Look below for the line containing "function strokePath(path, color, width, dash)"; from there through the line containing "function drawText(font, color, halo, rows, align", both lines included, please set down each line exactly and nothing else.
======== Task inputs
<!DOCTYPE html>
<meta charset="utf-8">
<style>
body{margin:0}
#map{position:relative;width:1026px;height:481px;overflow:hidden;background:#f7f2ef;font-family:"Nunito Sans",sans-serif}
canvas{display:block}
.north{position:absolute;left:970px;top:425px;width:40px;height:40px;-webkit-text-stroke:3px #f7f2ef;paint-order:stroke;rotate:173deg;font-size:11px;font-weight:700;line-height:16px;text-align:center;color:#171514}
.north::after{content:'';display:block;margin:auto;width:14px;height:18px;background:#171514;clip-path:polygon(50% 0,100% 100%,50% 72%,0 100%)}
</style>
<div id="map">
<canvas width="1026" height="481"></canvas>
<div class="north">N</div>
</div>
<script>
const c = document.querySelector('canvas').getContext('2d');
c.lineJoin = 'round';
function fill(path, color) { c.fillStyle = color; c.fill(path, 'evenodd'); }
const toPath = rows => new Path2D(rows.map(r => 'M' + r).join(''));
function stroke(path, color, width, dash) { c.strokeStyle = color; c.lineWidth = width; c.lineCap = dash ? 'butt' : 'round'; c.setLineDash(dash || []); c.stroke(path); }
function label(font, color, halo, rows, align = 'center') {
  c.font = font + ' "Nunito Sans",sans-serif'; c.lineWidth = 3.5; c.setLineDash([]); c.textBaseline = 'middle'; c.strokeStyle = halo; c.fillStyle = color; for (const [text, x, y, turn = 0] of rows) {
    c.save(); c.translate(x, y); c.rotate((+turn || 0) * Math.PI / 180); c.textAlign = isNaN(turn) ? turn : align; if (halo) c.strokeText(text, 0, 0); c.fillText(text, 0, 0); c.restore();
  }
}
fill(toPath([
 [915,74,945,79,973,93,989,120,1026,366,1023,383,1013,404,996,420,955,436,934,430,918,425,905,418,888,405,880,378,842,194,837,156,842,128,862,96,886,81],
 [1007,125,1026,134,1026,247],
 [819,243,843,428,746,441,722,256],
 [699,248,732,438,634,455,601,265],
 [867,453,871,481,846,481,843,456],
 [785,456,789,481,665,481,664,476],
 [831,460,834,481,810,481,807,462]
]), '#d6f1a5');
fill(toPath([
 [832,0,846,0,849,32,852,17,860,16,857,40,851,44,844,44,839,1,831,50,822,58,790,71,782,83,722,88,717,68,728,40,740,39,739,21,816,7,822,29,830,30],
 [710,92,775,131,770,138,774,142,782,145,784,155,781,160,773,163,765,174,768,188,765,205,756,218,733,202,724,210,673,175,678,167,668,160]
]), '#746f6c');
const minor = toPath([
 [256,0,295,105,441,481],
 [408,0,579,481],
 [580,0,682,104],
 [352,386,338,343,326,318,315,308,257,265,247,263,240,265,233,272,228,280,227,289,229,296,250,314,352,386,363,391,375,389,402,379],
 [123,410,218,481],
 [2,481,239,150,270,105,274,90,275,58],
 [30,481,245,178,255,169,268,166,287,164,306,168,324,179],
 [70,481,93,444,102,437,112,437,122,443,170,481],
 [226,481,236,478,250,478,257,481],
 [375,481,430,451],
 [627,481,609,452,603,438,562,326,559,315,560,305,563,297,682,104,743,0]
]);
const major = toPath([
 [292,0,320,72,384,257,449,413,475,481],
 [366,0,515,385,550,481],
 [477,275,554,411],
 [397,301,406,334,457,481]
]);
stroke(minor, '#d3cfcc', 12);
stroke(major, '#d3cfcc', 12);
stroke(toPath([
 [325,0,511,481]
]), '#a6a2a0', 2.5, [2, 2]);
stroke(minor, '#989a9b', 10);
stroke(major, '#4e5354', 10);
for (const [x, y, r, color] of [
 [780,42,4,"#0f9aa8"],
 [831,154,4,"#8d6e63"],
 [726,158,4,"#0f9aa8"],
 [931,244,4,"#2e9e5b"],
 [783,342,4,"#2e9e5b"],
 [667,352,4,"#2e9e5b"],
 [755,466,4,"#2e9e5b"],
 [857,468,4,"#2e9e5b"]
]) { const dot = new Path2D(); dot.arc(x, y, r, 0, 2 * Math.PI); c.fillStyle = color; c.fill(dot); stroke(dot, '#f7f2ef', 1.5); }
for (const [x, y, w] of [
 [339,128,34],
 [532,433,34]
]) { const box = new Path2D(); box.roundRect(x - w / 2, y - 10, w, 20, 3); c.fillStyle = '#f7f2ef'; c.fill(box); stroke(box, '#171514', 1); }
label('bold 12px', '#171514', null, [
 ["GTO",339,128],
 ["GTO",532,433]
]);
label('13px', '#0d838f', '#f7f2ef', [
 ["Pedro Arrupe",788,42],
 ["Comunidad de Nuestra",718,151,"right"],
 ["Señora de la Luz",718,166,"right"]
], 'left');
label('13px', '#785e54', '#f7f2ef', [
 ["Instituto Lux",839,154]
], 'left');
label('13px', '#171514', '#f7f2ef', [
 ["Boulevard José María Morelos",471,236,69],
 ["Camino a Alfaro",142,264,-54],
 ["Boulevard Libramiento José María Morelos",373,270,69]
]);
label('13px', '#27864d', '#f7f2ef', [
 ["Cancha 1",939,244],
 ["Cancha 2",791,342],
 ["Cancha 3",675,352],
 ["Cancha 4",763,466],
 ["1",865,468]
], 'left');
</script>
================
======== Task inputs
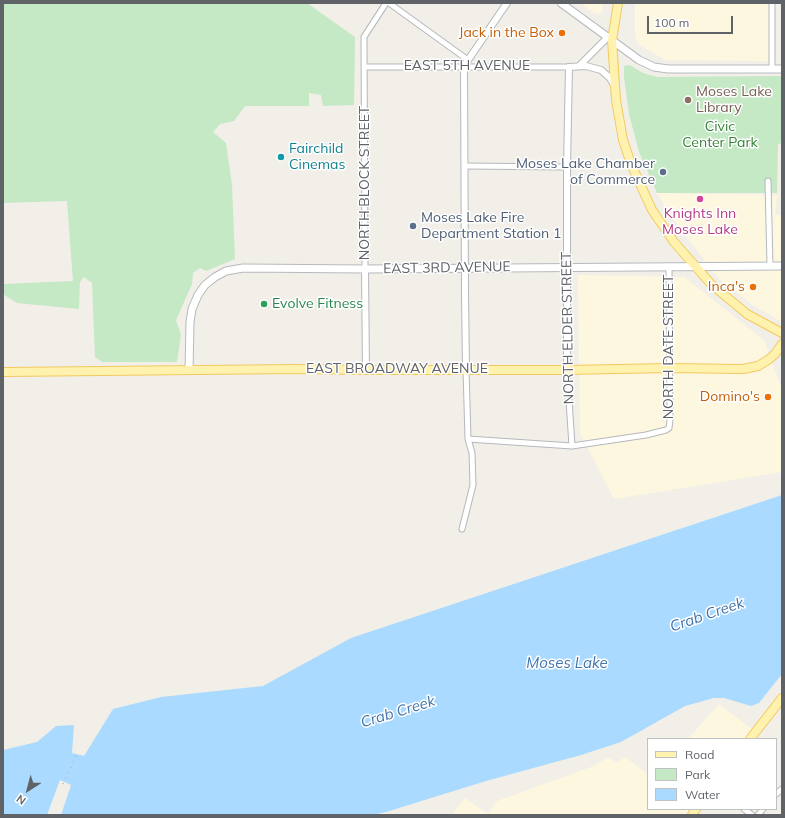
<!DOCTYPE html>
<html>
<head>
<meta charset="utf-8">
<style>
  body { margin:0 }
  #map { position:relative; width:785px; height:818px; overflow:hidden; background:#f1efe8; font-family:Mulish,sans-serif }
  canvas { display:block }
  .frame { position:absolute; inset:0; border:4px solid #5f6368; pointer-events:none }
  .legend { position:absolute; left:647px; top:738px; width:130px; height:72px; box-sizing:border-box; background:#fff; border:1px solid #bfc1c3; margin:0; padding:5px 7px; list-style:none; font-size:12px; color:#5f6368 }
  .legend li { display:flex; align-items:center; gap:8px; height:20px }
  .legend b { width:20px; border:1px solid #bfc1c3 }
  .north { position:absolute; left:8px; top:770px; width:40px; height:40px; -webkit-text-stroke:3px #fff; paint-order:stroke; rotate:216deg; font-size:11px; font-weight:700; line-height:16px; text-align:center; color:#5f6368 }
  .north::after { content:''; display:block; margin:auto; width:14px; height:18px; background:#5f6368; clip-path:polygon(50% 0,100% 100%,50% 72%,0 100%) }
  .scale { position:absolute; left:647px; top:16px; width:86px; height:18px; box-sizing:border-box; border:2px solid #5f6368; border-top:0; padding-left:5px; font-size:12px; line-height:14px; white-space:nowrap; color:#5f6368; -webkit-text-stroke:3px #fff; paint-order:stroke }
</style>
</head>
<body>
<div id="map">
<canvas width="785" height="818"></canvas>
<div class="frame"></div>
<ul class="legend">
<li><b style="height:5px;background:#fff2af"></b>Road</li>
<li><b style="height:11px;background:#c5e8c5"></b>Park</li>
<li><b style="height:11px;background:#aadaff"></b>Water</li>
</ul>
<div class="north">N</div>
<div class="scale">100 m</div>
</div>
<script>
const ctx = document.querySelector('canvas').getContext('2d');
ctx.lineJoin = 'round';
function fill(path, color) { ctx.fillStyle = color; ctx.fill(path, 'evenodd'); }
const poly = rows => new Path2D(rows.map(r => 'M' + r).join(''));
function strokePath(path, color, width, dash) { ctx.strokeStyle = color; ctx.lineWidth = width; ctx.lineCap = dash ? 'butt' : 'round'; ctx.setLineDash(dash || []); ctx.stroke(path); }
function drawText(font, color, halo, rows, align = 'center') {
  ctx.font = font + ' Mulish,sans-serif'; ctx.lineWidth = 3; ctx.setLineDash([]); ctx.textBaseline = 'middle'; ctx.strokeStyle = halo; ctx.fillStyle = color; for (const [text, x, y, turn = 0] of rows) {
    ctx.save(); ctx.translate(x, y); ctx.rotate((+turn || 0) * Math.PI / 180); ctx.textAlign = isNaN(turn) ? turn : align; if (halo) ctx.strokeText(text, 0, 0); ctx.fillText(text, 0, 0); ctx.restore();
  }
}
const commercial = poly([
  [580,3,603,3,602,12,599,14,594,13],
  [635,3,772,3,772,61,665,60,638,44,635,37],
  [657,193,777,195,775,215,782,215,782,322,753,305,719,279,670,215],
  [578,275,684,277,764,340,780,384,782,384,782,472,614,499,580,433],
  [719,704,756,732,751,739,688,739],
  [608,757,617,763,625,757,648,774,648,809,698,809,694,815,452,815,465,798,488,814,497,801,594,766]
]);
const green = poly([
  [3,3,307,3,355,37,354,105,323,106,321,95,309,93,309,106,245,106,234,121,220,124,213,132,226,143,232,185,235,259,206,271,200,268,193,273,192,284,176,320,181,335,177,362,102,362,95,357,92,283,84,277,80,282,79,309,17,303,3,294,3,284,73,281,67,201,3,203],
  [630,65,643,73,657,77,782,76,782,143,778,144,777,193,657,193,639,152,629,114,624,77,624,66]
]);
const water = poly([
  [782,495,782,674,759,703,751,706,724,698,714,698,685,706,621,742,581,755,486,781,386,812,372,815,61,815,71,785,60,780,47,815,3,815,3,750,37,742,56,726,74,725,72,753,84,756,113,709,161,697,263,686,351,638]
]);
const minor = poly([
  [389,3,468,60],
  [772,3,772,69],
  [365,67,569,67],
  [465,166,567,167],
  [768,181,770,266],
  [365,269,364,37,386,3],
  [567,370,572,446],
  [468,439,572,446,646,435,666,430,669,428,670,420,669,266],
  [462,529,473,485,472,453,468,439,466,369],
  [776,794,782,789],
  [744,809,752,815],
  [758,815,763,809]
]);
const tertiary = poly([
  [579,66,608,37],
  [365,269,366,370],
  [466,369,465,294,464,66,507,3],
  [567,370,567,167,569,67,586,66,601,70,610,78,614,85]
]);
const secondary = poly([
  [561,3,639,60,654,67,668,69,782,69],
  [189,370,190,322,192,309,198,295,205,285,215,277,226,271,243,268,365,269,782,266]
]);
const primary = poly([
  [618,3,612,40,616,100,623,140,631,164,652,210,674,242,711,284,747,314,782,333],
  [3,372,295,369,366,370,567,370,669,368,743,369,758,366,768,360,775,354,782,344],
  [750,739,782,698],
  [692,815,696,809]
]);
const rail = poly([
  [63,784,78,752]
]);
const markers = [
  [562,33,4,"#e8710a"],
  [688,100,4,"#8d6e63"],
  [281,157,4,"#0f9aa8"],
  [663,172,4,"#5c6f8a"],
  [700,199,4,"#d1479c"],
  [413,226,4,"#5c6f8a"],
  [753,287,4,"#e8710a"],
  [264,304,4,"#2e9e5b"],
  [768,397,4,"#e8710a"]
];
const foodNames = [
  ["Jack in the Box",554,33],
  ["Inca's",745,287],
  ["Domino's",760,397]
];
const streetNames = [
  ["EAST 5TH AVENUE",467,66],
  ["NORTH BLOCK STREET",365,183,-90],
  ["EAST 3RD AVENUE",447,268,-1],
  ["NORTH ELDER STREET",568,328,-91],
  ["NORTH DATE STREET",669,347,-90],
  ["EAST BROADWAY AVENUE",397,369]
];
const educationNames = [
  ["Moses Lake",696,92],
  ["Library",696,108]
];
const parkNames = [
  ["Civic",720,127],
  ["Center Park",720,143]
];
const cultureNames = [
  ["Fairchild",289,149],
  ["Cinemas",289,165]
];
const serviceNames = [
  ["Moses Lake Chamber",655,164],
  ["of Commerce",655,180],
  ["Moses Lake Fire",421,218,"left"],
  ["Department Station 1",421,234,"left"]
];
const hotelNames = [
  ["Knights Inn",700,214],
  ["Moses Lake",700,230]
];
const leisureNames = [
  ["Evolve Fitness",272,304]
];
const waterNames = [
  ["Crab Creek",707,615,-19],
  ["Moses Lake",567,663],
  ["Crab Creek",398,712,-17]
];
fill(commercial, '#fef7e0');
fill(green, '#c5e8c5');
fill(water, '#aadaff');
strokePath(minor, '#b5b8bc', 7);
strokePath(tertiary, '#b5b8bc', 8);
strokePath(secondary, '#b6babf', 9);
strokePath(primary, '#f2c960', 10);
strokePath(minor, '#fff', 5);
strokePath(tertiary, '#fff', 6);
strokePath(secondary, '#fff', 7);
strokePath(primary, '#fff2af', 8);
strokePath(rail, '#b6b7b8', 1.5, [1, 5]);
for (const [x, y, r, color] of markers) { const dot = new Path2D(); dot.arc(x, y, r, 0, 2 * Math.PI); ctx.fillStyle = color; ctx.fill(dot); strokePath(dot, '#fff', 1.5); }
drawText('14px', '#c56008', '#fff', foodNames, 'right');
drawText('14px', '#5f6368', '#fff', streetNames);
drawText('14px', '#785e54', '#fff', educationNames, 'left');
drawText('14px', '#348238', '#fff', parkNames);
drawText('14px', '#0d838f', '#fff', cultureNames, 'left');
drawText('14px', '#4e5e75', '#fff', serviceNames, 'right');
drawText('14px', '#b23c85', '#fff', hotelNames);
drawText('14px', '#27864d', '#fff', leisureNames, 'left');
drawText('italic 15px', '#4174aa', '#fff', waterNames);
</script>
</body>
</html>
================
### Solution to this task:
function strokePath(path, color, width, dash) { ctx.strokeStyle = color; ctx.lineWidth = width; ctx.lineCap = dash ? 'butt' : 'round'; ctx.setLineDash(dash || []); ctx.stroke(path); }
function drawText(font, color, halo, rows, align = 'center') {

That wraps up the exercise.